A pesquisa também apresentou quem está mais propenso ao uso problemático a partir do método de regressão, técnica de análise estatística que determina a relação estimada entre variáveis. No estudo, as variáveis foram: gênero, idade, classe econômica, entre outras. A partir das respostas, Luiza, constatou qual perfil característico do usuário jogava em excesso, sendo ele: sexo masculino, usuário de tabaco e álcool, praticar ou ser vítima de bullying, ter níveis clínicos de sintomas de hiperatividade, problemas de conduta e de relacionamento entre pares. 

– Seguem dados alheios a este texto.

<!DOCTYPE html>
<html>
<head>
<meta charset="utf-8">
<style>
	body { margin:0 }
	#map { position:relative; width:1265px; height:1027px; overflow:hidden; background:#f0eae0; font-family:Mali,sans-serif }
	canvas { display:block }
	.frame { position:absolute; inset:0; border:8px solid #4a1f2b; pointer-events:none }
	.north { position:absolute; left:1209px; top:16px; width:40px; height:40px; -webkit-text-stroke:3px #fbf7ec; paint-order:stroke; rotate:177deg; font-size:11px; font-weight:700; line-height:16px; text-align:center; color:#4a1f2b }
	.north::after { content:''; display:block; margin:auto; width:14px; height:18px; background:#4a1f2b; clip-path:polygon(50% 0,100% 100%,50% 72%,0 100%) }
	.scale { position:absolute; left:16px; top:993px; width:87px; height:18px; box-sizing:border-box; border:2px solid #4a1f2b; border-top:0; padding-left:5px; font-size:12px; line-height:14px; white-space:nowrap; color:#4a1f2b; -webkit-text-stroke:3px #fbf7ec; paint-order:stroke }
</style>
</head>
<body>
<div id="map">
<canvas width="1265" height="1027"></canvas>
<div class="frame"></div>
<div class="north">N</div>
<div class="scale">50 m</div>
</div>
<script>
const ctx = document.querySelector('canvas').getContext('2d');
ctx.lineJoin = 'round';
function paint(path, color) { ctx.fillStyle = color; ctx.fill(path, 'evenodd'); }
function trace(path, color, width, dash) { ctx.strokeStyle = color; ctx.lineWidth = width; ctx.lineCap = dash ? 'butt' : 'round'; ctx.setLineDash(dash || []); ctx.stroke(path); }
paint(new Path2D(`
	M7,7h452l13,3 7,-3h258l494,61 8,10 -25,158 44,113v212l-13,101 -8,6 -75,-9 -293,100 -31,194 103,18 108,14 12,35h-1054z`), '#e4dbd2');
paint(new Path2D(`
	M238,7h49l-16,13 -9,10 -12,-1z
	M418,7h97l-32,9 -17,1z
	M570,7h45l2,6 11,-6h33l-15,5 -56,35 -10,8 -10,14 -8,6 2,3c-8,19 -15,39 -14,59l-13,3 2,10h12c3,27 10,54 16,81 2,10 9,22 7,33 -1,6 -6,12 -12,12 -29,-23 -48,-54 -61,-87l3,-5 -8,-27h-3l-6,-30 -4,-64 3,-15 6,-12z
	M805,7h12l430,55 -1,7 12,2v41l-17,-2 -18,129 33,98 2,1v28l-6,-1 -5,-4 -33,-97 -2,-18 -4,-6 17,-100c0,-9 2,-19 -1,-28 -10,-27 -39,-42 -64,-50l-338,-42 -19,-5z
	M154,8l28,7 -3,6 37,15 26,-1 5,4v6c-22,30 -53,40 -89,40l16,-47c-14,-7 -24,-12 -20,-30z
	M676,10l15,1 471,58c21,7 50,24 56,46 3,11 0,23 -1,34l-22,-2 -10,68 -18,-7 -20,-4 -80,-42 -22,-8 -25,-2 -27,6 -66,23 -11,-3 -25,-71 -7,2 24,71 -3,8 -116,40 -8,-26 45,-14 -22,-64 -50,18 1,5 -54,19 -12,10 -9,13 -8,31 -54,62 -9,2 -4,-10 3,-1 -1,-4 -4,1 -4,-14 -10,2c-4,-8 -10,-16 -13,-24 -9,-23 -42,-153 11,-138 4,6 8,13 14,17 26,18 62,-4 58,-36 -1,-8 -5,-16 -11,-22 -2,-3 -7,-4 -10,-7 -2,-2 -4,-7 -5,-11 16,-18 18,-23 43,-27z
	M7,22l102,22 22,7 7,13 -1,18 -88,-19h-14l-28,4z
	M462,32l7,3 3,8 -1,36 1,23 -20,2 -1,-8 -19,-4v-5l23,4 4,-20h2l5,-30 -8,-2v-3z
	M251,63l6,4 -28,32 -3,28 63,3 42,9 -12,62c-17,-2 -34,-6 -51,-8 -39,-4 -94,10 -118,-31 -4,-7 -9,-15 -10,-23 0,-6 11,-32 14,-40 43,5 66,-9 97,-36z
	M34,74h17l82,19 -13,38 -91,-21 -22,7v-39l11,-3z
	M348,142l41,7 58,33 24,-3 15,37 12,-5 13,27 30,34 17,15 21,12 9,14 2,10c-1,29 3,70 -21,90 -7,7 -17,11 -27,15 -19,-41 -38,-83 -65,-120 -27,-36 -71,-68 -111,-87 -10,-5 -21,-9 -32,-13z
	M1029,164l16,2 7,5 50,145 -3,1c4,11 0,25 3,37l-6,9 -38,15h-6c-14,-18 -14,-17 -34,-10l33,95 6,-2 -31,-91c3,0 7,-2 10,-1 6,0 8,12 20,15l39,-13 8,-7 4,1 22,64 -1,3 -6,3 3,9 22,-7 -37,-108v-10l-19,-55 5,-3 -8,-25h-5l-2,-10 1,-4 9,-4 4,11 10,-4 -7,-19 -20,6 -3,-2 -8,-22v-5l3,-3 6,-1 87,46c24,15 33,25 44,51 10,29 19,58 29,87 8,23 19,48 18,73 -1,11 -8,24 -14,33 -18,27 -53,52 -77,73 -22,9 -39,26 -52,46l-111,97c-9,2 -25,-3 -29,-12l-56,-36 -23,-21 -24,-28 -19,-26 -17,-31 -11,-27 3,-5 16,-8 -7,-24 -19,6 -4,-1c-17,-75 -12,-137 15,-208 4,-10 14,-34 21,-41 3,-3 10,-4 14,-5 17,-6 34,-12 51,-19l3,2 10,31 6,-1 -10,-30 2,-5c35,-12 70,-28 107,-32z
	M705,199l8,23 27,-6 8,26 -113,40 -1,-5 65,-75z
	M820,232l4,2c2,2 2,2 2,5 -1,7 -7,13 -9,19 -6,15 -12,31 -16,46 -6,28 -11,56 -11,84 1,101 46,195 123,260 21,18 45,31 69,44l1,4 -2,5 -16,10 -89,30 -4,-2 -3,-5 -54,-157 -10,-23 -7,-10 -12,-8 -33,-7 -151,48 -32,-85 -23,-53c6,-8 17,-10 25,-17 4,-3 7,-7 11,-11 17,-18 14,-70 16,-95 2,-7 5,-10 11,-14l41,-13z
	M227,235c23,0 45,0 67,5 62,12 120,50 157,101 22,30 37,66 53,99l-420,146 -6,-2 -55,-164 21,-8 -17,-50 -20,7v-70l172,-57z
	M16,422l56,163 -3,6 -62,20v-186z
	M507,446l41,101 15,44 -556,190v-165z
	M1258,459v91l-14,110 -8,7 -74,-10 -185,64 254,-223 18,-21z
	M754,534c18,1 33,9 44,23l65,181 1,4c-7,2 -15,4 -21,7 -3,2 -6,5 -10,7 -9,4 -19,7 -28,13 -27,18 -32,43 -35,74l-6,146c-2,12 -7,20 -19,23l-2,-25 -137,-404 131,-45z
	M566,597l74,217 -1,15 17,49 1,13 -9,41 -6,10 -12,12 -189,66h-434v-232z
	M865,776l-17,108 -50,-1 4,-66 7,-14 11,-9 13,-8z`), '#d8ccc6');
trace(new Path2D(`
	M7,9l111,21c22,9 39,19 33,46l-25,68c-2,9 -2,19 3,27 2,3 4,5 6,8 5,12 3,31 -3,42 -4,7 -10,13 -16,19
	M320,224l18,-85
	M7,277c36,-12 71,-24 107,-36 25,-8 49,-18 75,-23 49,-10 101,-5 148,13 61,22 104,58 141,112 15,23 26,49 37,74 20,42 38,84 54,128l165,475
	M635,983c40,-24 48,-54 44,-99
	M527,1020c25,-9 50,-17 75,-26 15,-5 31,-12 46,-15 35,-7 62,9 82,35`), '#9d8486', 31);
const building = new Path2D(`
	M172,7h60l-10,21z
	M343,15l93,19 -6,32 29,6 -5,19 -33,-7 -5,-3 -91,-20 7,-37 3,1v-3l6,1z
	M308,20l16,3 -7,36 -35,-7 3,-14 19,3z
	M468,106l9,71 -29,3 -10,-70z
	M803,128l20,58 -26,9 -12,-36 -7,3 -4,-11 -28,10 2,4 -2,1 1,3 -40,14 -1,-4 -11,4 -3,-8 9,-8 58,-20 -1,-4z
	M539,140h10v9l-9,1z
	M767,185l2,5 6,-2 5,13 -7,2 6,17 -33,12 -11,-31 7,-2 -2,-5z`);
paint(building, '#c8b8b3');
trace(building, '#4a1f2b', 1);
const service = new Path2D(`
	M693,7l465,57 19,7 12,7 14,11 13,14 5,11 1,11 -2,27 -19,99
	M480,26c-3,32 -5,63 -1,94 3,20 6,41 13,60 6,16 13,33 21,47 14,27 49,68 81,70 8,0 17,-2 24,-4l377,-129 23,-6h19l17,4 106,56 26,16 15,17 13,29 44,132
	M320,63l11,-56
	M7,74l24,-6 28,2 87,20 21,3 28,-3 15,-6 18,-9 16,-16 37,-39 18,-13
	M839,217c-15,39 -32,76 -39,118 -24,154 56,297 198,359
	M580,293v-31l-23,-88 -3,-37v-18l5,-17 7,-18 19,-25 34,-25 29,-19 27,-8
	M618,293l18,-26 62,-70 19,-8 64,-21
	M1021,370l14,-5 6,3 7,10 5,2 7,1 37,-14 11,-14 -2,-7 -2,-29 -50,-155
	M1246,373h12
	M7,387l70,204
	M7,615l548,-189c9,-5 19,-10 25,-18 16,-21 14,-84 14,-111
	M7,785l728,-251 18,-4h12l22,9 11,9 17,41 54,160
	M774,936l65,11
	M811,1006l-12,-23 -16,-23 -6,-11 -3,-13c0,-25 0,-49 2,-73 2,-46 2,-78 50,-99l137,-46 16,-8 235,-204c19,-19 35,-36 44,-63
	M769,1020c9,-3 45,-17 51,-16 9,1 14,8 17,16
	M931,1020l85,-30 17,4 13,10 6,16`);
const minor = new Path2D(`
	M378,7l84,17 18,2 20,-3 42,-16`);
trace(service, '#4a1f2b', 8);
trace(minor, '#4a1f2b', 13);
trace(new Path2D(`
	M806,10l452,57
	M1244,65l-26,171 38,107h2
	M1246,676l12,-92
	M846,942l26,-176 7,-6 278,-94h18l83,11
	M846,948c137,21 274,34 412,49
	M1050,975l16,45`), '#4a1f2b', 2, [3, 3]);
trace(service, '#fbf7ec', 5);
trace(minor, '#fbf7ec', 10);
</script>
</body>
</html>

Regressões de acordo com variáveis sócio demográficas, bullying e sintomas de saúde mental. Quanto maior que um (1), mais forte é a associação dos fatores, a significância dos parâmetros. As condições com “-” significam que não há significância para parâmetros correlacionados/reprodução
Regressões de acordo com variáveis sócio demográficas, bullying e sintomas de saúde mental. Quanto maior que um (1), mais forte é a associação dos fatores, a significância dos parâmetros. As condições com “-” significam que não há significância para parâmetros correlacionados. Foto: Reprodução

Além disso, a pesquisadora afirma que esse perfil está intimamente ligado à estrutura da sociedade, que desde a infância distingue os brinquedos utilizados pelos garotos e garotas: “Ser do sexo masculino aumenta em 243% a chance de estar inserido em uso problemático de jogos. Eu entendo que a sociedade ensina os meninos violência mais cedo, e reconhecemos como aceitável, naturalizamos. Então, o menino que não é violento vai ser zoado e outras coisas mais”, exemplifica Luiza, especialista no atendimento de crianças e adolescentes.

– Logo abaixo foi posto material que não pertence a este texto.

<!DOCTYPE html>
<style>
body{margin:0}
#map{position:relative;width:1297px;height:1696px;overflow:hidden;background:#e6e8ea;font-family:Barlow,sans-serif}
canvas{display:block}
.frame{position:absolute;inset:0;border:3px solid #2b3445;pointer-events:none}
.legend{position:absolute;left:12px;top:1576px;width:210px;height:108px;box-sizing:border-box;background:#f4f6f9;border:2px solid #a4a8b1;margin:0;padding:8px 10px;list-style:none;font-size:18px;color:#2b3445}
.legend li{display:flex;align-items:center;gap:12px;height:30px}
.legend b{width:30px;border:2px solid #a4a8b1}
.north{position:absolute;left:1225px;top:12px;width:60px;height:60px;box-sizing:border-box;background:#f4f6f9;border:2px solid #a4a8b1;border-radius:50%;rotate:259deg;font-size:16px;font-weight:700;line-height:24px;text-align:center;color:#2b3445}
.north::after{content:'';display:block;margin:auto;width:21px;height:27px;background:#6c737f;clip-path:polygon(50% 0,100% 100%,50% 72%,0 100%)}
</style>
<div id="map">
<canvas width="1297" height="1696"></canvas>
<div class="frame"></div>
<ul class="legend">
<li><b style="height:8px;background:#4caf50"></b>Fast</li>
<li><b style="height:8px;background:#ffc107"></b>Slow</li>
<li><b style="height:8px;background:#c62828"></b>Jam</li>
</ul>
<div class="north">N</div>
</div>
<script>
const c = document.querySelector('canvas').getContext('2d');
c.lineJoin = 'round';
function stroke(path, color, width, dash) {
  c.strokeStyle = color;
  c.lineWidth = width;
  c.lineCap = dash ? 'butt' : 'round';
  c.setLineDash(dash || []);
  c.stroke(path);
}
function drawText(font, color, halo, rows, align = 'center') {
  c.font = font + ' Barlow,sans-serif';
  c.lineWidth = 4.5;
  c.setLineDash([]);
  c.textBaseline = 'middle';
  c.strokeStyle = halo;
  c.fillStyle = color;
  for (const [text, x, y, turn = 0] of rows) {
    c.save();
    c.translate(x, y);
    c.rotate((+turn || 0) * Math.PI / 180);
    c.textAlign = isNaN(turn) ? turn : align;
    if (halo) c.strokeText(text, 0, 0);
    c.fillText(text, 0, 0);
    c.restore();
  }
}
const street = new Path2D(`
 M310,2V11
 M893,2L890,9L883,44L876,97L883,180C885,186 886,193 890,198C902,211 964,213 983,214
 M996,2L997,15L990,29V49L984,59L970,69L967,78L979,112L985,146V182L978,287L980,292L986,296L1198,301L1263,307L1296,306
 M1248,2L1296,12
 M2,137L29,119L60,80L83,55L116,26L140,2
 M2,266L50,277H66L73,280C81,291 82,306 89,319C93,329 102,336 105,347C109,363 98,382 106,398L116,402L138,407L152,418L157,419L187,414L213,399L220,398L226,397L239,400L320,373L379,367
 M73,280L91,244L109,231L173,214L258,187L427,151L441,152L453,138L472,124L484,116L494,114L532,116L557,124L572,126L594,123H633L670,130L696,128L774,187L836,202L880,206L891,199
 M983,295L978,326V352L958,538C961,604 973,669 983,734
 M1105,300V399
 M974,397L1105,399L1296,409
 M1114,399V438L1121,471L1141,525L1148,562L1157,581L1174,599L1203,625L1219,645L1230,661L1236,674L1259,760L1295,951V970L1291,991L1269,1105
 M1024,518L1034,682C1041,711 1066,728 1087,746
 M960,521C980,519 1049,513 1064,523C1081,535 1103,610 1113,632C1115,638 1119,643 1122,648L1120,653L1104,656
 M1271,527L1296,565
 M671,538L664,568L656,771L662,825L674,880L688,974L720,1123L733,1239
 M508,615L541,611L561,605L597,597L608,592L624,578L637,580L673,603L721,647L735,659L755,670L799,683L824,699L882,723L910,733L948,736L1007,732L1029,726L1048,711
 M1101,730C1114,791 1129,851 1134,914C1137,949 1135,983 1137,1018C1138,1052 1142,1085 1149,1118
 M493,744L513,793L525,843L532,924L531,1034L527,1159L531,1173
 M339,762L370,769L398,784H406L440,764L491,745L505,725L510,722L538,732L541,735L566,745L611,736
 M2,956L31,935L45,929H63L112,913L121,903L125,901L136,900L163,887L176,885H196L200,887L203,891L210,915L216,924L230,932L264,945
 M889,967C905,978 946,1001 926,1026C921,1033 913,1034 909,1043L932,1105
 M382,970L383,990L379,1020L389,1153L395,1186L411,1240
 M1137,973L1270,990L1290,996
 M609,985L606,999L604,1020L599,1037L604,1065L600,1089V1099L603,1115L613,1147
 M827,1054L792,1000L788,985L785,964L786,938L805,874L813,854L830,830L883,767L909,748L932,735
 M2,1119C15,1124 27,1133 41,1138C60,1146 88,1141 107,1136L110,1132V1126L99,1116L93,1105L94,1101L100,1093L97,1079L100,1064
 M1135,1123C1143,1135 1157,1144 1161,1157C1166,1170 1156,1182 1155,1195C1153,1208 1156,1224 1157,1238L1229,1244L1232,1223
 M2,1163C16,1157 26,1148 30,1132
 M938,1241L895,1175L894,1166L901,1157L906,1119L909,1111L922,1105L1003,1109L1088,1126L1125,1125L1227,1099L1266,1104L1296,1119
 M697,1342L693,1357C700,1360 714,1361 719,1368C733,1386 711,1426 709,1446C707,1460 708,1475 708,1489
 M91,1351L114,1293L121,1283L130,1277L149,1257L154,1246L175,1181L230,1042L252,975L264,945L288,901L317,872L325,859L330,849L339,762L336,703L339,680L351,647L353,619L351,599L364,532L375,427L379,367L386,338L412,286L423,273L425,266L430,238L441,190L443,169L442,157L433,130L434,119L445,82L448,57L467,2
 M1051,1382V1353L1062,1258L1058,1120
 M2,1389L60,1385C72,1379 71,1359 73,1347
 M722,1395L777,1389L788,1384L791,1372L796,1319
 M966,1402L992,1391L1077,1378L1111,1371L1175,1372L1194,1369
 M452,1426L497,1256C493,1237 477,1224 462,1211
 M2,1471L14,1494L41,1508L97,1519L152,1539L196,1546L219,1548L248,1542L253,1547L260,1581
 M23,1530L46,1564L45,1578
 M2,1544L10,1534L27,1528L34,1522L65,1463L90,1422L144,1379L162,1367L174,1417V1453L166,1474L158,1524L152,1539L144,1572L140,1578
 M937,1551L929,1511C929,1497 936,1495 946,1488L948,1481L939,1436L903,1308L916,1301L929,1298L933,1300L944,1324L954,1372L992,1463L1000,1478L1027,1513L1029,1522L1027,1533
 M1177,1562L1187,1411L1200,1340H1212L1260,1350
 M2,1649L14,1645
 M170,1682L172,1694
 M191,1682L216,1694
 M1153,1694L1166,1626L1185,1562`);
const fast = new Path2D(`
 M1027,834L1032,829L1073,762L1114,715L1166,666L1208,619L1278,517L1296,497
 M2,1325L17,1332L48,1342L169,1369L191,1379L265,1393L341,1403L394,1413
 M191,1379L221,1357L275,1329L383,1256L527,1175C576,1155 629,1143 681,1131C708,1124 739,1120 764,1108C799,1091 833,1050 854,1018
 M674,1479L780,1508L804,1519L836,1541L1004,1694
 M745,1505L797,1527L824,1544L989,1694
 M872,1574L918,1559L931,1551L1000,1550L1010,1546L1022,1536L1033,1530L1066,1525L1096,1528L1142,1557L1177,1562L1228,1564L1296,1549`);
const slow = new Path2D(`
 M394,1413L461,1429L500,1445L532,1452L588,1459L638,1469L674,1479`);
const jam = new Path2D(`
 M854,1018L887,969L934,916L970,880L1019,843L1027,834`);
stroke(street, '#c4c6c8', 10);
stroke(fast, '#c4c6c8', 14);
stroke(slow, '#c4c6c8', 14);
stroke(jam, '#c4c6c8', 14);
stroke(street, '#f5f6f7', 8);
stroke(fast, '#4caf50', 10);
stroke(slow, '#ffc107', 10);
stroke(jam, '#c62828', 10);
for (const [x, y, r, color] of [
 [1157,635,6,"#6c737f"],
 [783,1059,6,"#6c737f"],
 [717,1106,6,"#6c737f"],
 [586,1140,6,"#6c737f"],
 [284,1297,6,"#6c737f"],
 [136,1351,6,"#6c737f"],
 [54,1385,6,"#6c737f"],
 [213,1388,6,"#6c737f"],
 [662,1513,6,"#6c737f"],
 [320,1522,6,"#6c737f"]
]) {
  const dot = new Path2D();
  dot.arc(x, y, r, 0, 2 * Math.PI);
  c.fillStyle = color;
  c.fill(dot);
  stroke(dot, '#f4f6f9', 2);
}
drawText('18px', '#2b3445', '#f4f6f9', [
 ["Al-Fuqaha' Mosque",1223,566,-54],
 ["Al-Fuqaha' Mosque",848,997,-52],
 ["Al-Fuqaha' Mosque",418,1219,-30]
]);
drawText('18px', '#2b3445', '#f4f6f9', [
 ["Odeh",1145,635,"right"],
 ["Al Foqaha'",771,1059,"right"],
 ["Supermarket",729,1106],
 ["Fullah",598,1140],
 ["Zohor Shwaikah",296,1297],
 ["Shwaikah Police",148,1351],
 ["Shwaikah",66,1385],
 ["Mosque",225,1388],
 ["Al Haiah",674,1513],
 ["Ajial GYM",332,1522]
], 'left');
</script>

Ela também constata a forte presença de jogos consumidos em mobile, smartphones, por ser aparelhos mais acessíveis às classes mais baixas no País. Daniel Yuji, 16, é apaixonado por jogos de ação, mas devido ao alto custo de computadores e tablets, só utiliza os games no aparelho celular. Ele não consegue jogar com constância em razão da rotina escolar, por estudar integralmente. Durante as 3h diárias que dedica a isso, conta que apesar de gostar de jogos e brincadeiras no mundo real, prefere o que acontece no universo on-line. “Fujo da realidade que estou e entro num mundo que posso fazer o que quero, como acontece quando jogo Minecraft”, narra o garoto ao mencionar os interesse do porquê joga.

Os responsáveis do menino regulam o uso de celular devido aos conteúdos violentos que alguns jogos contém. “Nós, adolescentes, preferimos jogar porque ali não estamos em um mundo difícil. Fico tão preso pensando na história dos games que já cheguei a encenar alguns movimentos que via nas telas. Mas nunca nada violento’, comenta Daniel.